Martin Storrow is a resident of Moishe House West LA and an accomplished singer/songwriter. Last month, he attended Moishe House’s Shavuot Retreat at Camp Newman in Santa Rosa, CA, where he and about 20 other Moishe House residents and community members spent the weekend learning, getting to know one another and celebrating Shabbat.
“In honor of Shavuot, let’s go around and and each share one thing we hope to harvest this weekend.”
We were sitting in a shaded amphitheater, surrounded by trees. Zvi, our facilitator, was engaging and warm. But I was having trouble paying attention. I was distracted by the sun, the birds, the breeze. Mostly, I was distracted by the 20 or so people in our group, who were all seated in a semi circle around the amphitheater. I found myself noticing little details I might not normally focus on: hints of accents in peoples’ voices, the stylistic differences between a Portland beard and an East Coast beard (they’re like two different dog breeds!). I was noticing a couple in a long-distance relationship who had each come from different parts of the country to be at the retreat together and were now in their own blissful world. I was noticing a girl with the most beautiful eyes I had ever seen.
“Presence,” I said, when the discussion came around to me. “I’d like to work on being present this weekend.”
When I was asked to write about my experience at the retreat, I felt guilty that these were the first things I remembered. After all, we had incredible, engaging discussions about important issues: prayer, ethics, LGBTQ issues, direct service work. We studied Torah. We had a silent meditation overlooking the hills of Northern California. On top of all of that, the Friday night of the retreat had marked my mom’s yahrzeit, and I had said Kaddish for her for the first time in years. These were powerful moments. Yet here I was, thinking about beards and a cute girl. I could imagine a disappointed old rabbi wagging a finger at me, saying, “This is why we have a mechitza!” (For the girl, not the beards.)
We came from diverse backgrounds. We were Mexican, Russian, Canadian, Israeli and American. We were gay and straight, single and committed, liberal and conservative, observant and secular. We were businesspeople, rabbis, students and artists. And yet, we all became close. We had intimate, emotional conversations. We hugged and danced and stood silently with our arms around each other. We stayed up late playing music, sharing stories and passing bottles around. We grabbed flashlights and blankets and went stargazing. Some of us stayed up until sunrise.
The more I thought about it, the more I realized that the distraction I had felt so guilty about was actually the thing I should be focusing on.
We are a people who understand the importance of relationship. We look at the stars and immediately find ways to draw them together. We stand before a text and impulsively find ways of connecting great thinkers across the ages. We stand before each other and form constellations of friendship, romance, common interest and understanding. We are masters at turning distractions into sources of insight and connection.
And connection, more than anything else, is what we crave, especially at this moment in our lives.

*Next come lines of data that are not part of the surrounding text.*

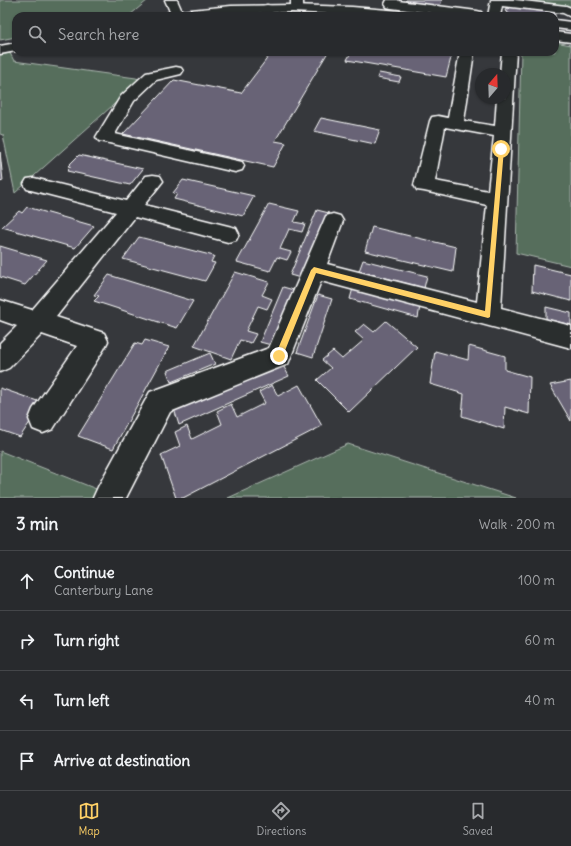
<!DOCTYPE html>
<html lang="en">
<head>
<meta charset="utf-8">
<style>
	:root { --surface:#282a2d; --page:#303235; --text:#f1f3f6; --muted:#a5a7aa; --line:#444649; --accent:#ffd166 }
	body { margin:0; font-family:Delius,sans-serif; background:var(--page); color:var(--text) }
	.compass { position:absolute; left:475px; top:68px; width:36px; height:36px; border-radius:50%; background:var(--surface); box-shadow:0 1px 3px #0004; rotate:19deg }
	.stop { position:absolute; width:12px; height:12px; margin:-9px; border:3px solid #ffd166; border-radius:50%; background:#fff }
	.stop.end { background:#ffd166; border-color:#fff; box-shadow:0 1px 4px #0008 }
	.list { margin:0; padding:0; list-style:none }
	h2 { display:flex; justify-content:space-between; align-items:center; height:52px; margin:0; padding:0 16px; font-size:17px }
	h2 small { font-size:13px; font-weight:400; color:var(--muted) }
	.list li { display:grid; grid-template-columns:26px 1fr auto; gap:12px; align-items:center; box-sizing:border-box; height:60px; padding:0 16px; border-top:1px solid var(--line) }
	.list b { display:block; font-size:15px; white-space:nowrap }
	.list p { margin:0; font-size:13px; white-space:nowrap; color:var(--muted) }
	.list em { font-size:13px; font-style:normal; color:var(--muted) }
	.icon { flex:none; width:22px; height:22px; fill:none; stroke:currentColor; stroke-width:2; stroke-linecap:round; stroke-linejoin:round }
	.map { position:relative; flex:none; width:571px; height:498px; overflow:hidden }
	.search { position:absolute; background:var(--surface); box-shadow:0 1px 3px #0004; left:12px; right:12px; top:12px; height:44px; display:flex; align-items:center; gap:10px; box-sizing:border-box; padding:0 14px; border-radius:12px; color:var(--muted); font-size:15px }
	.sheet { height:292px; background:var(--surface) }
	nav { display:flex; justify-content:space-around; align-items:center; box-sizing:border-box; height:56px; border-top:1px solid var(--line); background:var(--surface); font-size:11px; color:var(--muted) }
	nav a { display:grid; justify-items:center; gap:2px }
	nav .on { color:var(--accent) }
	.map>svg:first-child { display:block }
	.green { fill:#566e5c; stroke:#aab6ae }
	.building { fill:#676476; stroke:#fff }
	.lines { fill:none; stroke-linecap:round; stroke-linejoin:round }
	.minor-casing { stroke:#fff; stroke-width:3 }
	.major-casing { stroke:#fff; stroke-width:3 }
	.minor { fill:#2a2d2e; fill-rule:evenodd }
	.major { fill:#2a2d2e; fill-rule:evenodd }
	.route { fill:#ffd166 }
</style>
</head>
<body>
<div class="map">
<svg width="571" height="498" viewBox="0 0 571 498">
	<rect width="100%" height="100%" fill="#36383c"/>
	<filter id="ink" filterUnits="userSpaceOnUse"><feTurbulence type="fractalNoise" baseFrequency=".025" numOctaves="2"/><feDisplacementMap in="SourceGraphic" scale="8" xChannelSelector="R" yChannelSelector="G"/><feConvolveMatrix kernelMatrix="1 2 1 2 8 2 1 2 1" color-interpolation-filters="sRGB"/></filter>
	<g filter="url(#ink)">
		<path class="green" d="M0 0H148L130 15 126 16H16V37L0 40Z
			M514 0H571V7Z
			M555 42 571 45V266L516 253 521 52H555Z
			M10 53 14 61 136 78 141 80 15 193 3 135 0 134V55Z
			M348 444 516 498H228Z
			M0 451 119 498H0Z"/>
		<path class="building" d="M406 0H442L440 6 405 1Z
			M511 6 554 11 556 20 555 19V16H513L505 11 506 8 509 9Z
			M272 52H328L275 141 286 143 273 167 123 134 174 80 241 93Z
			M351 52H441L452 54 446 77 347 60Z
			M379 73 401 77 399 82 377 78Z
			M321 118 380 130 375 144 314 131Z
			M0 152 3 181 0 182Z
			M79 155 143 169 130 185 67 171 71 167 68 166Z
			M183 180 254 196 243 216 174 199 177 194 173 193Z
			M269 204 299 211 294 222 305 224 302 232 289 229 280 249 291 252 287 260 277 257 270 271 237 262Z
			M27 207 94 226 75 248 2 227 19 211 22 213Z
			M317 210 329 213 304 279 290 275Z
			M372 227 456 247 453 272 365 251Z
			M139 237 214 256 211 262 215 263 205 281 123 259Z
			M0 246 47 260 25 285 0 277Z
			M363 260 427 276 424 288 359 271Z
			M533 265 571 274V301L532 291Z
			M235 272 269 282 262 295 272 299 267 309 258 306 246 331 256 334 251 343 240 340 231 359 194 346Z
			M109 275 193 301 177 328 94 301 99 296 94 295Z
			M283 287 297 291 275 346 260 342Z
			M353 288 420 306 418 318 350 299Z
			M318 295 332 299 313 357 297 352Z
			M546 307 571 313V325L546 319Z
			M386 321 417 347 349 412 317 380 331 368 322 360 333 351 342 359 364 340 355 332 364 324 374 332Z
			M145 340 169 347 113 449 78 436 135 343 142 345Z
			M469 346 505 356V370L530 377 529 414 505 407 504 429 462 416 464 394 430 384 435 351 468 360Z
			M210 353 215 364 171 382 167 371Z
			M281 362 289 376 179 425 174 409Z
			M571 381V421L550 385Z
			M272 385 278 396 299 385 322 426 183 498H176L161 455 180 446 175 432 187 426 192 439 222 424 217 411 231 404 237 417 265 403 259 392Z
			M0 388 43 403 20 437 0 430Z"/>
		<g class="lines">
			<g class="minor-casing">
				<path id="minor" d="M165 0H177L184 16H172Z
					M291 0H303V9L301 12H293L291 9Z
					M387 0H399L398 1 477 11 481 12 483 16H455L391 8 387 7 385 4Z
					M491 0H515L566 6 571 8V17L563 13 502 6 500 16H488Z
					M267 5 271 6 273 9 272 16H260L263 6Z
					M555 20 571 22V30L555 28Z
					M460 52H474L464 121 495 126 497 98H505V74H500L502 52H516L501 308 571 326V348L321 281 288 364 170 412 126 498H93L98 487 150 392 269 348 326 216 333 214 340 216 343 221 327 264 477 302 487 205 424 191 417 190 414 185 430 121 432 117 438 116 448 118ZM445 127 494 136 488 191 435 181Z
					M176 67 181 68 183 71 181 74 156 80 134 101 115 134 242 162 244 166 242 170 235 172 105 142 99 141 96 137 121 96 146 73Z
					M153 175 160 176 163 181 144 205 236 228 239 234 236 240 228 242 135 217 56 317 104 333 108 341 104 349 53 429 43 433 33 429 29 419 33 409 77 346 42 334 9 368 0 372V343L17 326 0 320V300L32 310 116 212 27 189 24 184 27 179 34 178 126 201 146 176Z"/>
			</g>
			<g class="major-casing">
				<path id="major" d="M292 5 352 7 412 12 416 13 418 16H373L292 12 165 16 167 13 171 12 231 6Z
					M555 32 571 34V42L555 40Z
					M16 43V51L0 54V46Z"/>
			</g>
			<use href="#minor" class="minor"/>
			<use href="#major" class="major"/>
		</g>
	</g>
	<path class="route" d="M499 148 504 149 490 317 488 318 316 273 282 358H276L275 356 311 270 314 267 485 311Z"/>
</svg>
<svg class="compass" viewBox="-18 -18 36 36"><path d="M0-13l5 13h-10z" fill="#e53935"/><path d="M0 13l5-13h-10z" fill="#a5a7aa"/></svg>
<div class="stop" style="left:501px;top:149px"></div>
<div class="stop end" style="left:279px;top:356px"></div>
<div class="search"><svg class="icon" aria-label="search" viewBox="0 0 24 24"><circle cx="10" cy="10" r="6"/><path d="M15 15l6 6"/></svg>Search here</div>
</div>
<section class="sheet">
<h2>3 min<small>Walk · 200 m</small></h2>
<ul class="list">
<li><svg class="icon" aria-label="ahead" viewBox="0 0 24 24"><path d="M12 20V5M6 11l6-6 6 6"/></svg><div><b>Continue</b><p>Canterbury Lane</p></div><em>100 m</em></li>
<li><svg class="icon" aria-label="right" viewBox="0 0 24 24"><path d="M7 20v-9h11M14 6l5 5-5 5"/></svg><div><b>Turn right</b></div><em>60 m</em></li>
<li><svg class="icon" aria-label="left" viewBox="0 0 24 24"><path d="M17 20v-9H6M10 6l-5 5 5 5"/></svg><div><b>Turn left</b></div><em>40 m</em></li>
<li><svg class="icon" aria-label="arrive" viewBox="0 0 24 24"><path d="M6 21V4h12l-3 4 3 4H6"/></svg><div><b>Arrive at destination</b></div></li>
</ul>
</section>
<nav>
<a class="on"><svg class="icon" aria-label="map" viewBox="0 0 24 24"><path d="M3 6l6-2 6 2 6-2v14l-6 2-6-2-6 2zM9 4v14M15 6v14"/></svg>Map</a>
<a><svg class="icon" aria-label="directions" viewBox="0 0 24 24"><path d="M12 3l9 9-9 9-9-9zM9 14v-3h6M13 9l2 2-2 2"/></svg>Directions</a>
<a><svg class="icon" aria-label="saved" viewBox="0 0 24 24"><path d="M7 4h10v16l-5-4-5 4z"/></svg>Saved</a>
</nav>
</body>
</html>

Most of us don’t have our own families yet, and it often feels like we are out there making our way in the world alone. Every time new technology comes out that makes it easier for us to ‘network’ without seeing, hearing, or touching each other, a little seed of longing is planted in each of us. So when we’re given two full days to put our phones and computers away, to break bread (or, in the case of Shavuot, to cut cheese) with the same twenty people meal after meal, to discuss and debate, to look at the stars together—something incredible happens. Even the distractions become more meaningful. Instead of checking my phone every five seconds, I had been noticing—really noticing—the people around me. Presence.
I don’t mean to downplay the academic aspect of the weekend. The program was fantastic, the facilitators were brilliant and the discussions were stimulating. I left with a greater foundation of knowledge about Shavuot. But the thing that separates Moishe House from so many other organizations is their willingness to create meaningful opportunities for young Jewish people to feel close with each other. For me, that’s what this weekend was really about.

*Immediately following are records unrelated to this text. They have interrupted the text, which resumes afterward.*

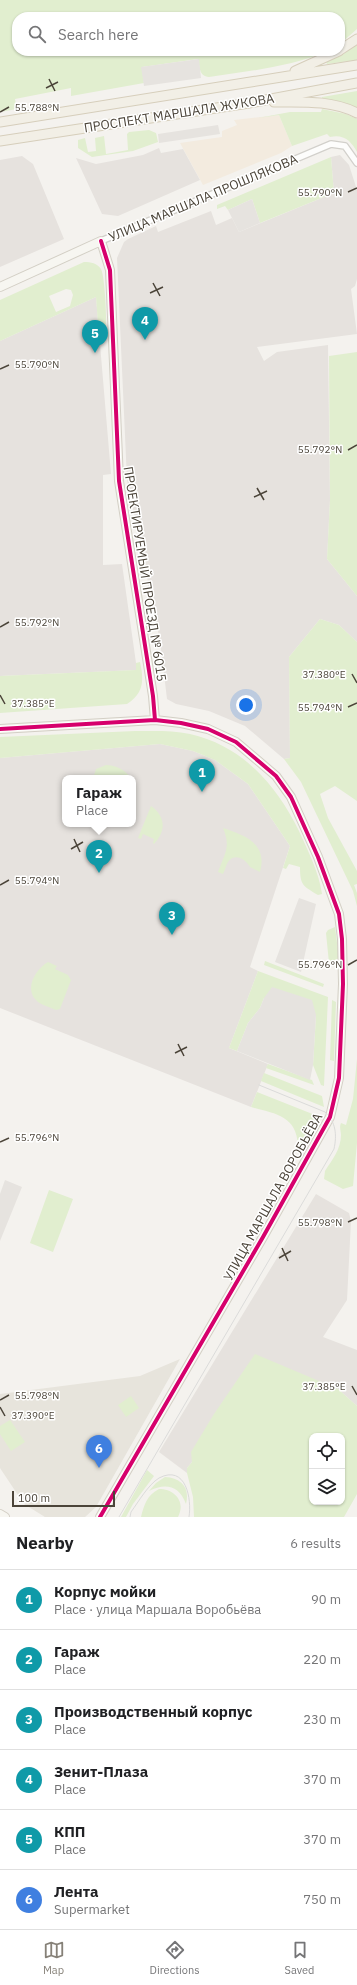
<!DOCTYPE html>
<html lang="en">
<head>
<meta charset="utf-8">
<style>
  body { margin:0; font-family:"IBM Plex Sans",sans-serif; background:#f6f6f6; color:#202124 }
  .controls { position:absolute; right:12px; bottom:12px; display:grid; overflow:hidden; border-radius:8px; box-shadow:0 1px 3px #0004 }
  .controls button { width:36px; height:36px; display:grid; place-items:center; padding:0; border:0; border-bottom:1px solid #e0e0e0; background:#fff; color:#202124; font:20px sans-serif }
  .scale { position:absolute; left:12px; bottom:10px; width:103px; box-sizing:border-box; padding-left:4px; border:2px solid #4b4439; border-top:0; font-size:11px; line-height:14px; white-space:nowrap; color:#4b4439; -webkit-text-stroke:3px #fff; paint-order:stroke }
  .you { position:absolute; left:246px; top:705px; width:14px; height:14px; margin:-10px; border:3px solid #fff; border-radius:50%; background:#1a73e8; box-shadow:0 0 0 6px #1a73e833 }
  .badge { display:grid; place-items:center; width:26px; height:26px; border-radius:50%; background:#868178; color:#fff; font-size:13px; font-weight:700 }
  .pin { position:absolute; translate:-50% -33px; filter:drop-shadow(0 1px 2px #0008) }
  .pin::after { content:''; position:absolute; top:21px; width:14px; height:12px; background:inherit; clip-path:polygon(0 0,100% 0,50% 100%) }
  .popup { position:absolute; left:62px; top:775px; width:74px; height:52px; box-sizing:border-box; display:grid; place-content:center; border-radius:8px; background:#fff; filter:drop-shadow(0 1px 3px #0005); font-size:13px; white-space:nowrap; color:#757577 }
  .popup b { font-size:15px; color:#202124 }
  .popup::after { content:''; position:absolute; left:50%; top:100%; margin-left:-8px; border:8px solid transparent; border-top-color:#fff }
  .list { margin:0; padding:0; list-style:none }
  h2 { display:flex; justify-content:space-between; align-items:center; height:52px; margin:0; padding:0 16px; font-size:17px }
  h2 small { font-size:13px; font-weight:400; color:#757577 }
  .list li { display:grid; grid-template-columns:26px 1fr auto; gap:12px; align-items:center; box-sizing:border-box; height:60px; padding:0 16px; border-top:1px solid #e0e0e0 }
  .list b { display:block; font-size:15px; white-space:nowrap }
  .list p { margin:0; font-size:13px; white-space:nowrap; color:#757577 }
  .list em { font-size:13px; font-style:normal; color:#757577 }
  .icon { flex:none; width:22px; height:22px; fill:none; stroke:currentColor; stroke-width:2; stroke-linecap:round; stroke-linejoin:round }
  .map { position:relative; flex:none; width:357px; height:1517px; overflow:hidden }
  .search { position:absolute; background:#fff; box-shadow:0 1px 3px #0004; left:12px; right:12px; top:12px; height:44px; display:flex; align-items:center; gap:10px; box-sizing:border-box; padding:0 14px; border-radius:16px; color:#757577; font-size:15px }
  .sheet { height:412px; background:#fff }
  nav { display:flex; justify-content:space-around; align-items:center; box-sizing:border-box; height:56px; border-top:1px solid #e0e0e0; background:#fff; font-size:11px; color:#757577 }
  nav a { display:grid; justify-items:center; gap:2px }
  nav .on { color:#868178 }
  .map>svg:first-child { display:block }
  .residential { fill:#e7e4dc }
  .commercial { fill:#f3ebdf }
  .industrial { fill:#e6e2de; fill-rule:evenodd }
  .green { fill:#e1eecf; fill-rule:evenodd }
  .parking { fill:#e6e3df }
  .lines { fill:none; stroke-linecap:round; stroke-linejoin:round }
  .street-casing { stroke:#d2d0cb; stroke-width:8 }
  .secondary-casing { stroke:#d3cfc5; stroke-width:10 }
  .primary-casing { stroke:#d6cebb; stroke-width:11 }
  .street { stroke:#fdfdfc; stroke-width:5.5 }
  .secondary { stroke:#f7f6f1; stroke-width:8 }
  .primary { stroke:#f2efe6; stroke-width:9 }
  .tram { stroke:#dbdbda; stroke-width:1 }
  .cycleway-casing { stroke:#fff; stroke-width:6 }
  .cycleway { stroke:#d6006c; stroke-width:4 }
  .ticks { fill:none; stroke:#4b4439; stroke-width:1.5 }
  .labels { text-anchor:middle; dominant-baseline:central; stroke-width:3; stroke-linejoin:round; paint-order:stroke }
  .street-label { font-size:13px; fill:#4b4439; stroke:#fff }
  .ticks-label { font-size:10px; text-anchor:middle; fill:#4b4439; stroke:#fff; stroke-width:3; stroke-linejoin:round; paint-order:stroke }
</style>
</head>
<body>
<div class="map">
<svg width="357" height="1517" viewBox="0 0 357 1517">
  <rect width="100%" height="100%" fill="#f4f2ee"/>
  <path class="residential" d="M180 1359 96 1507 85 1517H45L24 1504 0 1468V1394L140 1376Z"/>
  <path class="commercial" d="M279 115 292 146 281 153 203 185 180 143 222 137V131L237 125 234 120Z"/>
  <path class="industrial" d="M159 148 161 153 183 149 200 180 118 216 102 214 76 158 96 164 143 155Z
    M340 155 349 165 357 190V279L355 286 351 289 357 334 257 347 264 361 277 352 328 345 330 500 327 559 357 596V642L339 625 320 619 289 657 290 758 284 759 245 726 209 711 176 704 167 699 160 641 127 480 117 258 124 242 128 239 156 226 158 232 211 211 216 225 232 218 239 232 334 193 331 157Z
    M22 156 33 164 64 239 0 267V160Z
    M96 297 111 474 103 475V565L122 564 137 670 0 676V341Z
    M160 744 193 751 215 760 248 784 290 846 250 967 258 971 229 1048 268 1064 251 1107 0 1008V758ZM65 778H133V824H65Z
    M316 1194 349 1213 351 1221 347 1300 323 1337 357 1350V1406L338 1389 192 1462 187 1468V1473L159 1452Z"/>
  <path class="green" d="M0 0H357V29L340 44V17H17V51H328C290 67 249 71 209 77 199 76 200 68 198 59L142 67 144 83 71 96V88L15 99 17 109 0 112Z
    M357 45V60L327 64 326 62 340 56Z
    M357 91V109L344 103 322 98V97Z
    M322 109 346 114 357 119V152C351 141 344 134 330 137L327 134 292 146 279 115 258 118 290 112H321Z
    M149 130 156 133 158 142 133 151 92 157 78 148V140L85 138 88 152 96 151 95 138 104 136 106 154 128 150 127 134 129 132Z
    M331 157 334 193 260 223 252 199 228 210 225 206 217 209V205Z
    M84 262C91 262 97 263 101 269 105 276 107 323 106 333L99 338 96 297 0 341V300ZM66 289 71 290 73 295 70 306 56 312 49 296Z
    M357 352V596L327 559 330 500 329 356Z
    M320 619 339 625 357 642V801L335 786 320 794 328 818 357 871V884L354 885 357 893V906L353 891 301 782 284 759 290 758 289 657Z
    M140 662C144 680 144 693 127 704L0 713V676L136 670V663Z
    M135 731C153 731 172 730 190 734 243 746 276 785 299 831 308 851 319 872 322 894L318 895C303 886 300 885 300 867L289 864 286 869 283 868 290 846 248 784 215 760 193 751 160 744 0 758V737Z
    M106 765C116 765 125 770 131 778H93L96 769Z
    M151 806C165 816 167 830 154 844L153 843 154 839 143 834 141 839 138 838Z
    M223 828C244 835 268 843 260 872L250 867C246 860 235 852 228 862 226 865 225 870 223 874L218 872C225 853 231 847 223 828Z
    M335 927 339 958 329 963 326 933 328 930Z
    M265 961 324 984 323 987 264 965Z
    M48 962 57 966 55 969 68 975 71 980 60 1009 56 1010C50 1007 40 1005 36 1000 24 988 36 969 48 962Z
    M258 971 328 997 324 1086 321 1085 313 1065 316 1015 264 998 260 1008 248 1023 237 1051 229 1048Z
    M332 1000 336 1002 334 1061 330 1060Z
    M357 1059V1143L353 1186 343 1189 324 1179 325 1171C332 1160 341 1149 341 1135 341 1131 339 1127 341 1123L346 1125 353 1099Z
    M268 1064 312 1080 314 1085 266 1068Z
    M264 1073 322 1096 324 1107 261 1081Z
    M257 1092 315 1115 320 1119 308 1141 298 1145C296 1115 275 1114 251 1107Z
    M49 1190 73 1199 53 1252 30 1243Z
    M255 1354 338 1389 357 1406V1494L344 1517H194L193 1497 187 1473V1468L192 1462 191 1452 214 1414ZM312 1436H342V1502H312Z
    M131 1396 139 1408 126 1417 118 1405Z
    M10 1420 25 1442 11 1451 0 1434V1426Z
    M147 1470 154 1476 133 1504 126 1517H121Z
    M165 1477C182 1478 190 1488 186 1504 179 1485 165 1483 149 1491L156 1483Z
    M159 1489C175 1489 186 1502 178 1517H141C144 1505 147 1495 159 1489Z"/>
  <path class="parking" d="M199 59 201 78 144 86 141 67Z
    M218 125 220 134 159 143 158 134Z
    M252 199 260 223 239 232 228 210Z
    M299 898 316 904 301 972 275 962Z
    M272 987 312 1000 316 1015 313 1065 310 1080 237 1051 248 1023 260 1008 264 998Z
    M5 1180 22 1187 0 1241V1194Z"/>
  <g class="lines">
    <defs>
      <path id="street" d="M101 241 331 144 345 146 357 163"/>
      <path id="secondary" d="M0 287 101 241 110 270 119 481 153 696 155 720
        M0 729 155 720 181 723 208 729 236 742 276 776 291 797 318 857 339 914 342 939 343 984 339 1078 330 1117 263 1237 100 1517
        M0 1514 5 1517"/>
      <path id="primary" d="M340 50 357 39
        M295 71 339 51
        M274 102C303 102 331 100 357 113
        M0 122 357 65
        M0 141 249 103 357 83"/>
    </defs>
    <use href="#street" class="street-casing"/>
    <use href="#secondary" class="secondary-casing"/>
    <use href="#primary" class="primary-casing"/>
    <use href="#street" class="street"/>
    <use href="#secondary" class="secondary"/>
    <use href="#primary" class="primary"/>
    <path class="tram" d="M119 1517 334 1149C337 1135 336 1122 325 1112L259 1085
      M130 1517 131 1512C139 1501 148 1485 159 1478 186 1464 192 1499 189 1517"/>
    <defs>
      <path id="cycleway" d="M101 241 110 270 119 481 153 696 155 720
        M0 729 155 720 181 723 208 729 236 742 276 776 291 797 318 857 339 914 342 939 343 984 339 1078 330 1117 263 1237 100 1517"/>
    </defs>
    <use href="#cycleway" class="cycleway-casing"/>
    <use href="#cycleway" class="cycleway"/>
  </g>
  <path class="ticks" d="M49 79 55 91M46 88 58 82M0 112 9 107M348 192 357 188M153 283 160 296M150 293 163 287M0 369 9 365M348 450 357 445M257 488 264 500M254 497 267 491M0 627 9 622M352 674 357 683M0 695 5 704M348 707 357 703M74 839 80 852M71 849 83 842M0 885 9 880M348 965 357 960M178 1044 184 1056M175 1053 187 1047M0 1142 9 1138M348 1222 357 1218M282 1248 288 1261M279 1258 291 1251M352 1386 357 1395M0 1400 9 1395M0 1407 5 1416"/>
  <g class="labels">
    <g class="street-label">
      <text transform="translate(179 113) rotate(-9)">ПРОСПЕКТ МАРШАЛА ЖУКОВА</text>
      <text transform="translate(203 198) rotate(-23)">УЛИЦА МАРШАЛА ПРОШЛЯКОВА</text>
      <text transform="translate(145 574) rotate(81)">ПРОЕКТИРУЕМЫЙ ПРОЕЗД № 6015</text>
      <text transform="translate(273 1197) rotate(-61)">УЛИЦА МАРШАЛА ВОРОБЬЁВА</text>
    </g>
  </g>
  <g class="ticks-label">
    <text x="37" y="111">55.788°N</text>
    <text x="320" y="196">55.790°N</text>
    <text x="37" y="368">55.790°N</text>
    <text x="320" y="453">55.792°N</text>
    <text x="37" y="626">55.792°N</text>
    <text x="324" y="678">37.380°E</text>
    <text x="33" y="707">37.385°E</text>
    <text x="320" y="711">55.794°N</text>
    <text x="37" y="884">55.794°N</text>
    <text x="320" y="968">55.796°N</text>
    <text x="37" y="1141">55.796°N</text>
    <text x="320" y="1226">55.798°N</text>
    <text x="324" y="1390">37.385°E</text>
    <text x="37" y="1399">55.798°N</text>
    <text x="33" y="1419">37.390°E</text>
  </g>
</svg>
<div class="controls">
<button><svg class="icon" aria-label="locate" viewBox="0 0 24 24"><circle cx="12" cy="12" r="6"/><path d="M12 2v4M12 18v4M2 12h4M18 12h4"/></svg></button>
<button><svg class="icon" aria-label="layers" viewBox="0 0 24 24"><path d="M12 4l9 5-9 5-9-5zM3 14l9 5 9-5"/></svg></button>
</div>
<div class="scale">100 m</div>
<div class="you"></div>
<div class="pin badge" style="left:202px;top:792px;background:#0f9aa8">1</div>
<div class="pin badge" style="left:99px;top:873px;background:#0f9aa8">2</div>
<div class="popup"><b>Гараж</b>Place</div>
<div class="pin badge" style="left:172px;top:935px;background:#0f9aa8">3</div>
<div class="pin badge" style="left:145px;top:340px;background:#0f9aa8">4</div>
<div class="pin badge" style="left:95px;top:353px;background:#0f9aa8">5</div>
<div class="pin badge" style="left:99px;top:1468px;background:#3f7fe0">6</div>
<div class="search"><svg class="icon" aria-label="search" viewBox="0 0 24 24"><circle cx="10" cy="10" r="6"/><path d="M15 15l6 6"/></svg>Search here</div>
</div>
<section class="sheet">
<h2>Nearby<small>6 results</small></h2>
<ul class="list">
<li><span class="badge" style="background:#0f9aa8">1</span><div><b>Корпус мойки</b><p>Place · улица Маршала Воробьёва</p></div><em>90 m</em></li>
<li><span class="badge" style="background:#0f9aa8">2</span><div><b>Гараж</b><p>Place</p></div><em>220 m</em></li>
<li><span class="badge" style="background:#0f9aa8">3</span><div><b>Производственный корпус</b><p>Place</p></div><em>230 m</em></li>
<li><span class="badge" style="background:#0f9aa8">4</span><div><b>Зенит-Плаза</b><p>Place</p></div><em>370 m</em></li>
<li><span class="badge" style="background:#0f9aa8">5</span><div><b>КПП</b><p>Place</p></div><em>370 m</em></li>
<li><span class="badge" style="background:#3f7fe0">6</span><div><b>Лента</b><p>Supermarket</p></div><em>750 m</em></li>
</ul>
</section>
<nav>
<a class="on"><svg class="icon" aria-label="map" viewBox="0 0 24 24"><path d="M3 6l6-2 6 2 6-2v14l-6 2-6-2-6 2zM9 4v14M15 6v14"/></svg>Map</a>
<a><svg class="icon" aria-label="directions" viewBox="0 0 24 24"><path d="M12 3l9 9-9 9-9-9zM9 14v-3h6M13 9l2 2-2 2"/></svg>Directions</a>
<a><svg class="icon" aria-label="saved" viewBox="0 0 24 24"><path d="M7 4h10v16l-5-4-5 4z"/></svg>Saved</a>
</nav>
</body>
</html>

One of the several names we have for Shavuot is Atzeret, which means pause. In one of our discussions, Zvi likened this pause to the space between an exhale and the inhale that follows—that tiny moment of emptiness, of uncertainty. How interesting that a holiday we associate with receiving the Torah—the most definitive text we have—could be linked to this idea of uncertainty. But sometimes creating a space for pause, a moment to acknowledge that while life may be uncertain, we are here together now, can make the difference between feeling fearful and being at peace.
I know that I am at the beginning of a long journey when it comes to my own personal understanding of Judaism. But for me, the human distraction doesn’t get in the way of the study. For me, the distraction is the study. Because each time we come together and pause to notice each other and to be awed by one another, we receive the Torah all over again. It’s the greatest harvest we could ever hope for.